アトピー性皮膚炎とは、悪くなったり(増悪)良くなったり(寛解)繰り返す、かゆみ(掻痒)を伴う湿疹を主な病変とする皮膚の病気です。多くはアトピー素因(アレルギー体質)があり、一般的には6ヶ月以上(乳児では2ヶ月以上)繰り返す場合を言います。
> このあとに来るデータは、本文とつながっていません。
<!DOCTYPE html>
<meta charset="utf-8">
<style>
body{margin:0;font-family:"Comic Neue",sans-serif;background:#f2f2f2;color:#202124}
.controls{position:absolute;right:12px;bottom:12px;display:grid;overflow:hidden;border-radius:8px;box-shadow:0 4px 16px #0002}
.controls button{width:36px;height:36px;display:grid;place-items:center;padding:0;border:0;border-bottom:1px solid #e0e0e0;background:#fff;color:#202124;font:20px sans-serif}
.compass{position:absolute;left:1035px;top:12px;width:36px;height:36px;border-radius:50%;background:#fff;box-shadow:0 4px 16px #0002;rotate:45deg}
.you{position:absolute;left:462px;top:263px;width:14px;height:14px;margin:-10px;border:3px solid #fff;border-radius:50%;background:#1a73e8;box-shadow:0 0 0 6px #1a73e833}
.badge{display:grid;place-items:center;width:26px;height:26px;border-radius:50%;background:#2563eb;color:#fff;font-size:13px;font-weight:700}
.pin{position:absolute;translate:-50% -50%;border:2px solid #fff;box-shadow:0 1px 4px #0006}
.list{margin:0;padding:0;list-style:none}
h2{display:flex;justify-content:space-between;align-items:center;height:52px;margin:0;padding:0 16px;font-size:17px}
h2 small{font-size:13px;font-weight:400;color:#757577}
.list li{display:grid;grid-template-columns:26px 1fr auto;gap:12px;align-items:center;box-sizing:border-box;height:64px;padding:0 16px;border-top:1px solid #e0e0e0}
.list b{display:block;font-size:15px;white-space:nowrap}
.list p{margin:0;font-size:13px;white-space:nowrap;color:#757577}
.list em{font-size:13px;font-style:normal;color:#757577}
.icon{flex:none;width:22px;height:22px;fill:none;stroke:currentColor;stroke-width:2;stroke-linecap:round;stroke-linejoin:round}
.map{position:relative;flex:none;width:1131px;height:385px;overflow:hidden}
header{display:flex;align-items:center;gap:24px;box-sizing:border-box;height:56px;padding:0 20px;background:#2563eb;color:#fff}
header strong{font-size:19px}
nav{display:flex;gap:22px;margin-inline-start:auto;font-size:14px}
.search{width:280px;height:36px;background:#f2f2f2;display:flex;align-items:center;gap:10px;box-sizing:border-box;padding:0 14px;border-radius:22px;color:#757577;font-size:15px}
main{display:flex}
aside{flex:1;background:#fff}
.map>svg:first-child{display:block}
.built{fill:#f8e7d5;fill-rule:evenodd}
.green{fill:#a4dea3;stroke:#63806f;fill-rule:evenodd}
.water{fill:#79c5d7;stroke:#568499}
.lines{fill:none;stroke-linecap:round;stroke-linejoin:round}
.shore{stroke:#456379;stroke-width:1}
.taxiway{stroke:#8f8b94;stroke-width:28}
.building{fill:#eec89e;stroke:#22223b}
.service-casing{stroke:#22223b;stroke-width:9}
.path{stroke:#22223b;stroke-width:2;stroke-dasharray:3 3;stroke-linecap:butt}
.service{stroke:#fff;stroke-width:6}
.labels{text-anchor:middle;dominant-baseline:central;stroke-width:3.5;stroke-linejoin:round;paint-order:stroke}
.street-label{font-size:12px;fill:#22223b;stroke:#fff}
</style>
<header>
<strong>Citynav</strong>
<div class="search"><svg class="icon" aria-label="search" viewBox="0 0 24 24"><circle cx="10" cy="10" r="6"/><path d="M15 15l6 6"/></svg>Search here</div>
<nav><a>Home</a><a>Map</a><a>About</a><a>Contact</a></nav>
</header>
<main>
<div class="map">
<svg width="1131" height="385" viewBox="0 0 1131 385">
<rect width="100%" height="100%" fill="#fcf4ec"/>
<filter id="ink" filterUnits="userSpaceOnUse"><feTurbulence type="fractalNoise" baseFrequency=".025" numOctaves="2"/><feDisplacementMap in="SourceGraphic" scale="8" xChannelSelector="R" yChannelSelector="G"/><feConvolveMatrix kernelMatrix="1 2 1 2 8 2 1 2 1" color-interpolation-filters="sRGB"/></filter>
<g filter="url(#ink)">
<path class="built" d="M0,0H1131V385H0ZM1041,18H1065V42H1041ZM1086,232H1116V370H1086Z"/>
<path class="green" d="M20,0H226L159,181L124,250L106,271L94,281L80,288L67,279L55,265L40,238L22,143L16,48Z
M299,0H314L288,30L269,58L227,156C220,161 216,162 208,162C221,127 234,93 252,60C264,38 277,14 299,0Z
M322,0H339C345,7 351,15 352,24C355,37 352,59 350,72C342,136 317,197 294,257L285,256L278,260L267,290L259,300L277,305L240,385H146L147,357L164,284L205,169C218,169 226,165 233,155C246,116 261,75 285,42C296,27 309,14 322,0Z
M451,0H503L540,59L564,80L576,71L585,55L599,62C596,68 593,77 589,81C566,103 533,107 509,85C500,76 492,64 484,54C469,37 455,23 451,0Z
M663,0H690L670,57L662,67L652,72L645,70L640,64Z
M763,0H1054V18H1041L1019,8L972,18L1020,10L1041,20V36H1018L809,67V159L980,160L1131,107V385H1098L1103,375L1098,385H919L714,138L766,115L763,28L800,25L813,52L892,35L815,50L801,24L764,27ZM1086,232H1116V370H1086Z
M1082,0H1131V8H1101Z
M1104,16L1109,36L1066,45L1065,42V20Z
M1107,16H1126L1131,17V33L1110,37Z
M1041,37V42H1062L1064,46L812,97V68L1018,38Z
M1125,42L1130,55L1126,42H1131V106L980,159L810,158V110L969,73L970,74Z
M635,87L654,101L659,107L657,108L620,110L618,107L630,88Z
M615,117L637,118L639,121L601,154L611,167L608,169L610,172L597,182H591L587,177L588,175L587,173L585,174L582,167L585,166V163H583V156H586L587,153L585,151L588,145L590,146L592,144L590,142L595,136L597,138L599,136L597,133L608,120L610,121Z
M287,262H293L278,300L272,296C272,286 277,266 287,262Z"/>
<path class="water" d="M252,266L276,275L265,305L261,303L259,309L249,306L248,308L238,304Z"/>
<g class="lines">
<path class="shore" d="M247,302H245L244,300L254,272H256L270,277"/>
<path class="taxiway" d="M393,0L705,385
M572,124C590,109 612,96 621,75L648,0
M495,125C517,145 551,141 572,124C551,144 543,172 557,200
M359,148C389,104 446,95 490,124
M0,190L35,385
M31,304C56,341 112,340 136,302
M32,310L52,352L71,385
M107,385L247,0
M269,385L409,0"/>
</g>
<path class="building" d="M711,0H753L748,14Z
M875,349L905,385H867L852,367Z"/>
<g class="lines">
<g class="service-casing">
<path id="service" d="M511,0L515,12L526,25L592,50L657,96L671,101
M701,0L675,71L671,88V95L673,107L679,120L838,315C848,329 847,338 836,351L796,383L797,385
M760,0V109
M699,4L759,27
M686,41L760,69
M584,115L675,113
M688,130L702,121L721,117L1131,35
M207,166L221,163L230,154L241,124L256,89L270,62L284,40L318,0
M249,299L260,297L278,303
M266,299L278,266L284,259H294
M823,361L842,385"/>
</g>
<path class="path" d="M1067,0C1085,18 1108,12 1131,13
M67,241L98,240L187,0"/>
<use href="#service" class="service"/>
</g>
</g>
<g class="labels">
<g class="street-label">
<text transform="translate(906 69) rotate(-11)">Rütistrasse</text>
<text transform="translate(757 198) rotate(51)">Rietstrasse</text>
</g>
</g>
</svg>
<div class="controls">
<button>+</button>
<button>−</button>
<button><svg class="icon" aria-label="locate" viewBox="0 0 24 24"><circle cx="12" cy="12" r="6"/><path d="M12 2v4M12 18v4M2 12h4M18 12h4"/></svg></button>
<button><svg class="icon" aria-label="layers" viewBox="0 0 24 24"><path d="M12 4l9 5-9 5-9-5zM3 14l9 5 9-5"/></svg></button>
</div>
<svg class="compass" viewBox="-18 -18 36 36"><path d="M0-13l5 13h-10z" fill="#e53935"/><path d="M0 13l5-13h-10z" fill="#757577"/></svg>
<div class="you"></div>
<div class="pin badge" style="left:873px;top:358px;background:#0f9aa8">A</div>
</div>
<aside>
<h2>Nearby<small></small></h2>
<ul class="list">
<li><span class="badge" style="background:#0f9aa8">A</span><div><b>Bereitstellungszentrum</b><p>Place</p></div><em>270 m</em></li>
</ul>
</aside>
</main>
アトピー性皮膚炎も遺伝的な体質に環境的な要因が加わって発症します。

 

アトピー性皮膚炎の方は皮膚の水分保持機能やバリア機能の低下が指摘されており、このことを踏まえた治療が必要です。外からの刺激が入りやすいために皮膚に炎症(赤くなる)がおきます。その炎症により、かゆみを感じる神経が皮膚の表面まで伸びてきて、掻痒を感じやすい状態となっています。そして痒さで皮膚をひっかいてしまうので、バリア機能が下がるという悪循環になりやすいです。

 

アトピー性皮膚炎の治療の目標①症状がない、または、症状がないかあっても軽微、②日常生活に支障がない、③薬物療法もあまり必要ない

 

アトピー性皮膚炎の治療は、①環境整備(環境中の悪化因子をみつけ、可能な限り取り除くこと)、②スキンケア ③炎症を抑える外用薬、が3本柱です。

 

炎症をとる外用薬の種類

・ステロイド外用薬(基本の薬になります)

・ホスホジエステラーゼ4(PDE4)阻害薬(3か月以上)

・ヤヌスキナーゼ(JAK)阻害薬(6か月以上)

・タクロリムス水和物軟膏(2歳以上)

・タピナロフ(12歳以上)

 

塗り薬でコントルールがつかない重症例の場合、経口薬注射剤での治療もあります。

(その際は高次医療機関に紹介させていただいています)

 

入浴など日常生活のアドバイスや、食物アレルギーが関与するアトピー性皮膚炎の場合の指導など、一人ひとりの病状に応じたきめ細かなアドバイスを行います。